Como no puede ser de otra manera en esta época del año, hoy ha vuelto amanecer temprano en la Antártida. Teníamos permiso para dormir más de lo habitual, hasta las 10 de la mañana. No obstante, la promesa de ver los primeros icebergs nos tuvo en vilo desde bastante temprano. Debía ser eso o que probablemente ya nos estábamos acostumbrando a los horarios holandeses del barco, en el que se come a las 12 de la mañana y se cena a las 6.
Fuera como fuere, pasamos la noche navegando y serían apenas las ocho y media cuando abrimos los ojos. Nos encontrábamos a la altura del Paso Antártico, ya con rumbo al sur tras cruzar durante la noche y sin demasiados sobresaltos el llamado estrecho de Bransfield, el cual separa el continente de las Islas Shetland del Sur.
Mapa: Google Maps
Dejando a estribor la punta de la península Antártica y a babor las tres grandes islas de D´Urville, Joinville y Dundee, nos dirigíamos directos hacia la Isla de Ross, en la que se erigen tres conos volcánicos y en cuyas inmediaciones estaba prevista la primera inmersión del día.
El barco aminoró la velocidad como precaución ante los primeros y aún tímidos témpanos de hielo que ya empezaban a sembrar el mar pasados los 50 kilómetros del estrecho. Témpanos que a cada milla escalarían hasta convertirse en auténticos icebergs de decenas de metros e incontables tonos blancos, marrones, grisáceos o azulados, mientras nosotros jugábamos a ver formas familiares en sus siluetas, algunas aún de bordes afilados y otras pulidas por el agua del mar.
Foto: Roberto García-Roa
Proa del Arctic Sunrise navegando a través del océano antártico.
Foto: Roberto García-Roa
La niebla difunde los rayos del sol a lo largo de un gran glaciar.
El hielo flotando, al igual que el fuego, al igual que el mar, tiene algo inefable que uno podría quedarse mirando durante horas.
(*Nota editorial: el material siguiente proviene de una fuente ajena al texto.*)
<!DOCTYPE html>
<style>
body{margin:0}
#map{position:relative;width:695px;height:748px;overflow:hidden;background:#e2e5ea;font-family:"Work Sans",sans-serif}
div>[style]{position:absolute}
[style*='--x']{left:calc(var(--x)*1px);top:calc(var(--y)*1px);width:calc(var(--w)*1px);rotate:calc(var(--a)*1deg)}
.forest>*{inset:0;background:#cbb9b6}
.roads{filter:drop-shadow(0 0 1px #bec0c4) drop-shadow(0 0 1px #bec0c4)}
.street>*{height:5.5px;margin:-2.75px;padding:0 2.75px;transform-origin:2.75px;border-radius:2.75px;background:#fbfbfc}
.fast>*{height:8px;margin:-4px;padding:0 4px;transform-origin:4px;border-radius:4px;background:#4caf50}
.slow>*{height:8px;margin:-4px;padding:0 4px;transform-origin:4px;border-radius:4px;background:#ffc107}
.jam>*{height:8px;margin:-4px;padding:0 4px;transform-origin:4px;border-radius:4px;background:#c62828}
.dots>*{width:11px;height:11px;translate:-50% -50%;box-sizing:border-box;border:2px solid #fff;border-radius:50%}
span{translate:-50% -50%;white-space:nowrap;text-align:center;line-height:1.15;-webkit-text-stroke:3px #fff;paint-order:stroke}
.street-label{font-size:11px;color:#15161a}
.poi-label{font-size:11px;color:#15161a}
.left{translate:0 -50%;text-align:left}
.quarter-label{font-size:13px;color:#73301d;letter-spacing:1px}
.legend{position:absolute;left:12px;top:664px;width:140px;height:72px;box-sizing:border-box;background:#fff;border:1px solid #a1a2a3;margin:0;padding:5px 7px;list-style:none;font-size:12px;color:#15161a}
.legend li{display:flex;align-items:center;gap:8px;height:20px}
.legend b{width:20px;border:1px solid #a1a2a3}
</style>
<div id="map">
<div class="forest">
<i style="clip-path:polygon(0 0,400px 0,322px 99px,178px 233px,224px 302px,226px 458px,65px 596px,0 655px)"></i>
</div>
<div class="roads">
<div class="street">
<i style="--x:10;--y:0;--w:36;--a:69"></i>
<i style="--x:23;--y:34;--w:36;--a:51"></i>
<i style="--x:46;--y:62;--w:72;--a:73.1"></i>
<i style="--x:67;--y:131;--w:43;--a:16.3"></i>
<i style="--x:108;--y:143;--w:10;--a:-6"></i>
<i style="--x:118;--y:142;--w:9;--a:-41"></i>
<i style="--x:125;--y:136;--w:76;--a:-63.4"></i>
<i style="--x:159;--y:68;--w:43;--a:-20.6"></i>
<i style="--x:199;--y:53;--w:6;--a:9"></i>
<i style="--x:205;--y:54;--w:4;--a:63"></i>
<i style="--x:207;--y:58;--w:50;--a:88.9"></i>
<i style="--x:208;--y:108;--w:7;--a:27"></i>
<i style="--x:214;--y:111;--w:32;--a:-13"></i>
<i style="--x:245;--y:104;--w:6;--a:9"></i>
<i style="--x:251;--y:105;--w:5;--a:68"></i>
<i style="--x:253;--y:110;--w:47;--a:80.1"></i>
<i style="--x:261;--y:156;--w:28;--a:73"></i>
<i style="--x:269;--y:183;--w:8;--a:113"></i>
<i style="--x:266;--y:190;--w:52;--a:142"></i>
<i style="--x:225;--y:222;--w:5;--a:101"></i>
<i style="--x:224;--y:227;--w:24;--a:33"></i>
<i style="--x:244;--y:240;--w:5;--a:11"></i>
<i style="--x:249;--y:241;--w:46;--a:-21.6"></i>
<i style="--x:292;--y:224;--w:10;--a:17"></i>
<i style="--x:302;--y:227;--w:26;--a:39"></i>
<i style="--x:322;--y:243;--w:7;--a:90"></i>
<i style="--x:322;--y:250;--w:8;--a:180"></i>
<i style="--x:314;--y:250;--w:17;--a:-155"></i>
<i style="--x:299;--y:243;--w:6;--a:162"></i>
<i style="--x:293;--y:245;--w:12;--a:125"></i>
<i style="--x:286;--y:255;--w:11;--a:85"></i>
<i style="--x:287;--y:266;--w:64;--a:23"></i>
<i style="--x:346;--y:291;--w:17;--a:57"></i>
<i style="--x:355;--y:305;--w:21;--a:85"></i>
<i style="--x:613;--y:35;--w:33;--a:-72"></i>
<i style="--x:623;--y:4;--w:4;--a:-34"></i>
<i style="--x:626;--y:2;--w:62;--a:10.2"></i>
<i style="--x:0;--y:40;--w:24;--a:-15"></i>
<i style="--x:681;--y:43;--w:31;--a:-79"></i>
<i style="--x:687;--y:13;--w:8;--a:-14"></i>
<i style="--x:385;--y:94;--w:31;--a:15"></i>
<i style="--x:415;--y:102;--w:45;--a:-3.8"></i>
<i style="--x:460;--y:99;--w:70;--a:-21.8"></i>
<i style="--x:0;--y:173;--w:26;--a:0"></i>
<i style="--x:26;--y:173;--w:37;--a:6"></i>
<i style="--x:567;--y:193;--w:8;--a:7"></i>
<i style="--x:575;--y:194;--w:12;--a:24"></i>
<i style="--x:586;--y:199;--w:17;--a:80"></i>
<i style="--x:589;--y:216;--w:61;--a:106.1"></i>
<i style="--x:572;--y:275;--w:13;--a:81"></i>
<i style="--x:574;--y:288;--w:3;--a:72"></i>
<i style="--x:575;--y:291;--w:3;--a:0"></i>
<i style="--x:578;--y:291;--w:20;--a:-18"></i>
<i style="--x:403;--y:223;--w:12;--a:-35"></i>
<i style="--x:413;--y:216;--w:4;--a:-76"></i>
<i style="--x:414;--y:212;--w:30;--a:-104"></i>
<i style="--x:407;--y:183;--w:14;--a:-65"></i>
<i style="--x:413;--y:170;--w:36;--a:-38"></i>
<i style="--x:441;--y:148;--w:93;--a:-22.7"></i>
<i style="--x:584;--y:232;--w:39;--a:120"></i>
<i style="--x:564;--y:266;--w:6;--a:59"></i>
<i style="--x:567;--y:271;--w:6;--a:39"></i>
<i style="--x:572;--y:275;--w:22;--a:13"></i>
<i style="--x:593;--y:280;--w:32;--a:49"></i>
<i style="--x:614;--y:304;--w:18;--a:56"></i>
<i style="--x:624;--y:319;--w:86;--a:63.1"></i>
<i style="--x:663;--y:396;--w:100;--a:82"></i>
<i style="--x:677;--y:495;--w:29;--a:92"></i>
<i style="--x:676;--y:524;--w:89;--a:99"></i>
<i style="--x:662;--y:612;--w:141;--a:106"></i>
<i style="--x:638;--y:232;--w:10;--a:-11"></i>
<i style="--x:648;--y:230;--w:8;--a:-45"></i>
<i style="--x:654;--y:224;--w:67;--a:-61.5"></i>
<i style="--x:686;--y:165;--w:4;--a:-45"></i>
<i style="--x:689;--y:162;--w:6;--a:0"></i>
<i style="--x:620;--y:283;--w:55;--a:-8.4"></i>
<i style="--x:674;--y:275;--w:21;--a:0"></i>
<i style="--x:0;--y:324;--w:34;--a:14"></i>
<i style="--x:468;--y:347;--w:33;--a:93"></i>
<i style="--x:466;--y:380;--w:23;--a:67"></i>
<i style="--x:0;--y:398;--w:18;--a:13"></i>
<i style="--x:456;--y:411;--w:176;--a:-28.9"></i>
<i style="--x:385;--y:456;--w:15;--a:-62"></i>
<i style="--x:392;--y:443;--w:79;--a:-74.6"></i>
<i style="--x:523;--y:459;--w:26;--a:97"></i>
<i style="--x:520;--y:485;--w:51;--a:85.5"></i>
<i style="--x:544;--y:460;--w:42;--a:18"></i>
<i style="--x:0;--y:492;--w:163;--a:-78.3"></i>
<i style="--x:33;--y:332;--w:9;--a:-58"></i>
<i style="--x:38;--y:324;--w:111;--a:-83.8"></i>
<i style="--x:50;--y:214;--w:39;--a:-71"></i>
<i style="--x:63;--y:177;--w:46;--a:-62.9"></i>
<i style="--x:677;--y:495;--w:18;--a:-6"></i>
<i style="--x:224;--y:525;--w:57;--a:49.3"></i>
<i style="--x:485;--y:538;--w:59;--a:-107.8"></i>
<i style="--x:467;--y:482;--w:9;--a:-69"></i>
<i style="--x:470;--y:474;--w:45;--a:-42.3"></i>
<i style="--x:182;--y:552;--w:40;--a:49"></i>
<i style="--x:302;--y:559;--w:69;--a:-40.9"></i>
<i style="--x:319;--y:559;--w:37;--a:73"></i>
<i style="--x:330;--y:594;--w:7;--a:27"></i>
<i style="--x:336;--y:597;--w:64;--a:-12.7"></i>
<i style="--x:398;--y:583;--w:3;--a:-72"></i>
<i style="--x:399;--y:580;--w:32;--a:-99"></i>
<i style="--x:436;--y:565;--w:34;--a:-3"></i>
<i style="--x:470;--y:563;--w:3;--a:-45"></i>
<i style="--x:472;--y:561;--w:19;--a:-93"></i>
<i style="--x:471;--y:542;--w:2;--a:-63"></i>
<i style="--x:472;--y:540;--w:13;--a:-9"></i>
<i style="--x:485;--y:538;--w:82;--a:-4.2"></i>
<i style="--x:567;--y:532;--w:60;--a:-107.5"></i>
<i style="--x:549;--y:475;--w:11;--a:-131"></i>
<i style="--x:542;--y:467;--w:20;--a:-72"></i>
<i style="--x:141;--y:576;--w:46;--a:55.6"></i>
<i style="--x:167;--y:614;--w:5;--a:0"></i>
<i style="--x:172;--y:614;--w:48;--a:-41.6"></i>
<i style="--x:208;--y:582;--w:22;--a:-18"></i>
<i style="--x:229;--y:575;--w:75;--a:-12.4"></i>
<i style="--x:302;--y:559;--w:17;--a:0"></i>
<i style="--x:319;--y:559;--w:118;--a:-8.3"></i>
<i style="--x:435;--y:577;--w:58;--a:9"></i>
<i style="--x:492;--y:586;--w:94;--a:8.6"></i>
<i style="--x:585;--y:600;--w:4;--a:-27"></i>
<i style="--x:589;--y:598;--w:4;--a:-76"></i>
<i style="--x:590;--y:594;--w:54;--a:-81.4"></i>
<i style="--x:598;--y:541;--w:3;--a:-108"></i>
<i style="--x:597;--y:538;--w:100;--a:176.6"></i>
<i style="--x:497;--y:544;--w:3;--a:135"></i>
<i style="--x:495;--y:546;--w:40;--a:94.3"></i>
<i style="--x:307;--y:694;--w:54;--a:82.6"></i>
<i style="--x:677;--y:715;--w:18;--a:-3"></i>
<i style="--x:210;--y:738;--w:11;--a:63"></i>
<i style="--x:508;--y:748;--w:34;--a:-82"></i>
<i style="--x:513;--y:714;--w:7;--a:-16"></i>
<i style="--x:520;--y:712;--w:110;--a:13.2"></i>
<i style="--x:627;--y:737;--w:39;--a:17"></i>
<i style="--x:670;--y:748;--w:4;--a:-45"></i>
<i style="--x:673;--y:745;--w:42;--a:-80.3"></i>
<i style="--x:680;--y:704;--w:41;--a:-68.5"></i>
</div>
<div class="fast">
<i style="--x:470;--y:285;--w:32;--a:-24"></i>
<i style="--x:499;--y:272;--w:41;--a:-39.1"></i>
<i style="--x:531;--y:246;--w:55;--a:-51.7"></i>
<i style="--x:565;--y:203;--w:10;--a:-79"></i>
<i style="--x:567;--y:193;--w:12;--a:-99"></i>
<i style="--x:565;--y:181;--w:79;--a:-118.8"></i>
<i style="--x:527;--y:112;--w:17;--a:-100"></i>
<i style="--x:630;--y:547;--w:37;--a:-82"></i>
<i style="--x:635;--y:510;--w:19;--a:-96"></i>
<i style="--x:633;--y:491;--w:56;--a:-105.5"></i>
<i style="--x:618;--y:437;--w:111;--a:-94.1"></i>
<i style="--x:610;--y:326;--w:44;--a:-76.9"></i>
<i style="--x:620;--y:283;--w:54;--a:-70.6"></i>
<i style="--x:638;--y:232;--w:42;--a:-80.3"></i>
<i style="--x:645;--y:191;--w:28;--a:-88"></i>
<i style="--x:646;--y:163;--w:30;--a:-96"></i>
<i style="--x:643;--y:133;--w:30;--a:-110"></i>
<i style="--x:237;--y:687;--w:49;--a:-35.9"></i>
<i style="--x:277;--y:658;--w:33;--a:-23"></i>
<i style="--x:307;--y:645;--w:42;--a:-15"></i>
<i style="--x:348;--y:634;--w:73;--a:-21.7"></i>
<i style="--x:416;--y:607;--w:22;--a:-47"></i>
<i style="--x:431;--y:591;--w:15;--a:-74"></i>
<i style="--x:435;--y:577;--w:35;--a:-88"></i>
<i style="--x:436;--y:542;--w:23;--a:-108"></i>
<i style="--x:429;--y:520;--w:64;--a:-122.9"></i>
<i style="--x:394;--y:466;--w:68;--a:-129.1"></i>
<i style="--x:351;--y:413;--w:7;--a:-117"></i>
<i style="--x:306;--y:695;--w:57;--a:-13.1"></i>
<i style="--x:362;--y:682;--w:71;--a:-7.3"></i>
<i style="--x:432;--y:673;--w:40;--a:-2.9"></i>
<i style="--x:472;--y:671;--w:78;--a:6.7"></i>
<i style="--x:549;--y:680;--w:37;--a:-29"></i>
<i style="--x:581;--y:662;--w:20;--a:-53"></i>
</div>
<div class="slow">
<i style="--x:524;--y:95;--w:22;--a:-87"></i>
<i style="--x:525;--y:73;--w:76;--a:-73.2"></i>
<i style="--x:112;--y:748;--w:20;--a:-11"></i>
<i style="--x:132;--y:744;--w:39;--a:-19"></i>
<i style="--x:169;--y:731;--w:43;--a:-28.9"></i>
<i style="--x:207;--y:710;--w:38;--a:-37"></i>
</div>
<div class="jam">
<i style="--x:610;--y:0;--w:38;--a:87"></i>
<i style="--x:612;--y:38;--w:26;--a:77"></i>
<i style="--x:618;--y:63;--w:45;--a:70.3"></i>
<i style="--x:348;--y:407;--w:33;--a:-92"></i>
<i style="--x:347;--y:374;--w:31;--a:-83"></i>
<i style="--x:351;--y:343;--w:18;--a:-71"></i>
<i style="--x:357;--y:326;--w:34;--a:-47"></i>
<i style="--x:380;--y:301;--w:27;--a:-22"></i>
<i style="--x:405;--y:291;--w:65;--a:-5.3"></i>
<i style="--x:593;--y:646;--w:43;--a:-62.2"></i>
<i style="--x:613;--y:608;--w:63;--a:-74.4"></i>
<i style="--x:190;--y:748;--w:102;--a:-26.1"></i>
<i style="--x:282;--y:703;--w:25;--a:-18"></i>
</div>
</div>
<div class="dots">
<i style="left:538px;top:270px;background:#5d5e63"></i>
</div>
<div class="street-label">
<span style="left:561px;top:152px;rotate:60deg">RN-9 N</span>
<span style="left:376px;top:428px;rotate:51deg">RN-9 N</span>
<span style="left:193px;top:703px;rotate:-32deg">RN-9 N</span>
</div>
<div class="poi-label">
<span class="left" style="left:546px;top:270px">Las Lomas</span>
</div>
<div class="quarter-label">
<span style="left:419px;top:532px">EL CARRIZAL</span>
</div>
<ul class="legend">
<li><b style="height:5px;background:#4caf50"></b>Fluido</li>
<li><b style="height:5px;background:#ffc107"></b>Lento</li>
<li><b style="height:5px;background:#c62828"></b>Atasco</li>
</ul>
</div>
Sin embargo, no habíamos acabado de maravillarnos con este cuando las primeras formas empezaron a moverse en el agua desviando nuestra atención. Se trataba de algunas focas de Ross que dispersas flotaban y nadaban en el agua aparentando divertirse; y es que las focas tienen esa gracilidad que hagan lo que hagan parece que están jugando.
Una vez hubimos fijados nuestra mirada hacia el agua, ya no pudimos levantar la vista. Habíamos oteado algunas ballenas con anterioridad en la lejanía, sin embargo, esta vez sus aletas, colas y chorros de aire comenzaron a aparecer en el agua muy cerca de nosotros, primero de una en una y más tarde por parejas. Luego, pudieron contarse por decenas. Podía decirse, de hecho, que aquel lugar era un santuario para las ballenas jorobadas, las cuales pasan esta época del año alimentándose en las aguas ricas en krill del mar de Weddell y sus inmediaciones.
Foto: Roberto García-Roa
Una ballena jorobada (Megaptera novaeangliae) saca su aleta fuera del agua.
Foto: Roberto García-Roa
Un grupo de orcas (Orcinus orca) sale a la superficie a respirar.
Estaban por todos lados, y yo que jamás había visto una ballena aún no acababa de creerme que me encontrara en aquel vasto mar antártico observándolas como el que observa carpas saltar en el Tajo.
Sin embargo, lo mejor estaba aún por llegar. De repente, un grupo de aletas más rectas y largas aparecieron en escena. Se trataba de una familia de orcas, las cuales viajan y cazan en grupo y que, muy juntas, parecían perseguir a algunas focas que tarde o temprano se convertirían en su cena. Pronto las perderíamos de vista, pero tampoco tardaríamos demasiado en encontrar un nuevo entretenimiento. En una escasa media hora comenzaría la primera inmersión del submarino… Se acercaba el momento de la verdad.